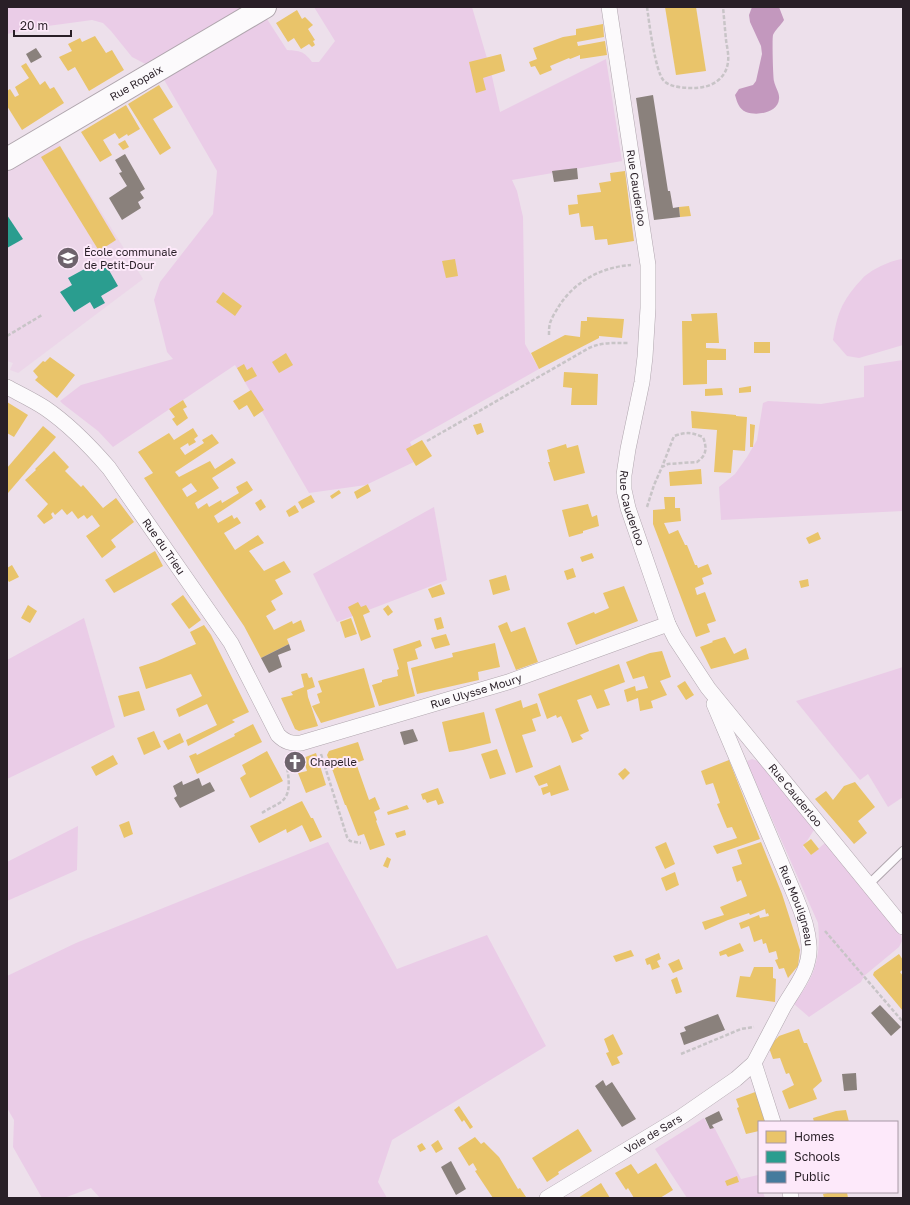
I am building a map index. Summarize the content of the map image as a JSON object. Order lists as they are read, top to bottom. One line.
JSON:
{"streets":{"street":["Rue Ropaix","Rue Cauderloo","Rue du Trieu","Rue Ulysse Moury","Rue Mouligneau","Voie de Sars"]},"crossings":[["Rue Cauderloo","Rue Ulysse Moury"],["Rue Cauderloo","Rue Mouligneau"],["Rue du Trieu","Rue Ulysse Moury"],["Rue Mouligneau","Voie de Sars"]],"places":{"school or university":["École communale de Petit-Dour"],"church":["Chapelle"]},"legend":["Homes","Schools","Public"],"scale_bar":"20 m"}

=-=-=-=-=

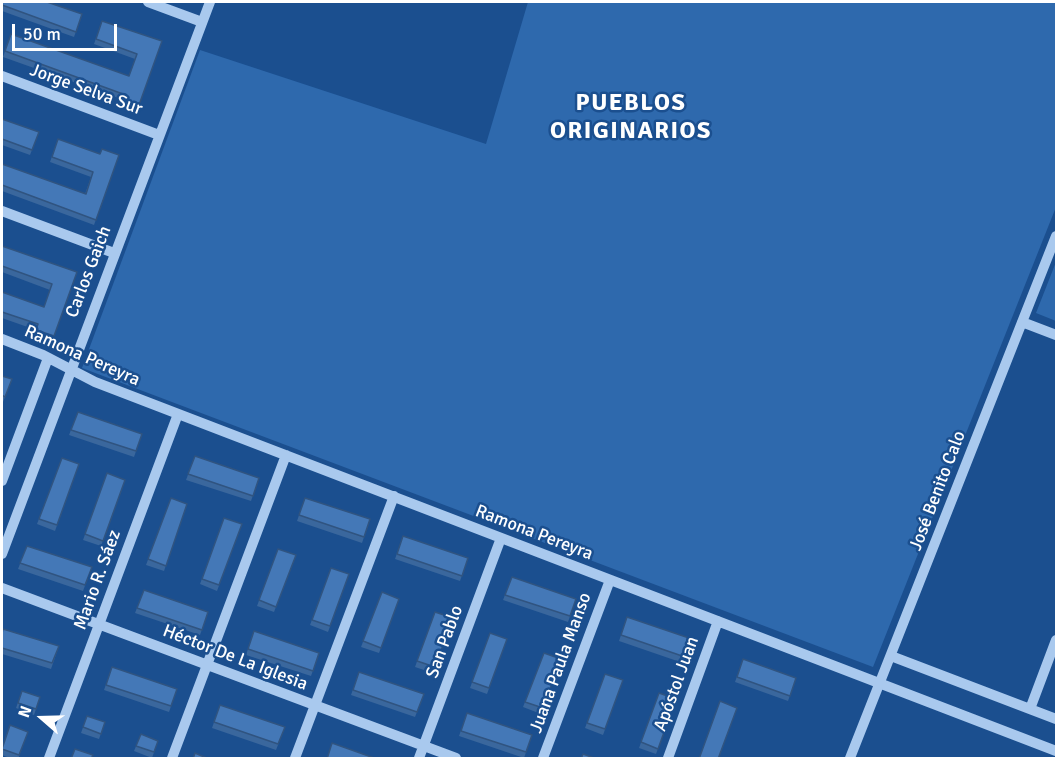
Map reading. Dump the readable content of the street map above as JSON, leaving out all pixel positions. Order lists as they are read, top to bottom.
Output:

=-=-=-=-=

Lines holding the word "bottom" in the entries above are the ones to pull out. Copy them all.

:: ANSWER ::
I am building a map index. Summarize the content of the map image as a JSON object. Order lists as they are read, top to bottom. One line.
Map reading. Dump the readable content of the street map above as JSON, leaving out all pixel positions. Order lists as they are read, top to bottom.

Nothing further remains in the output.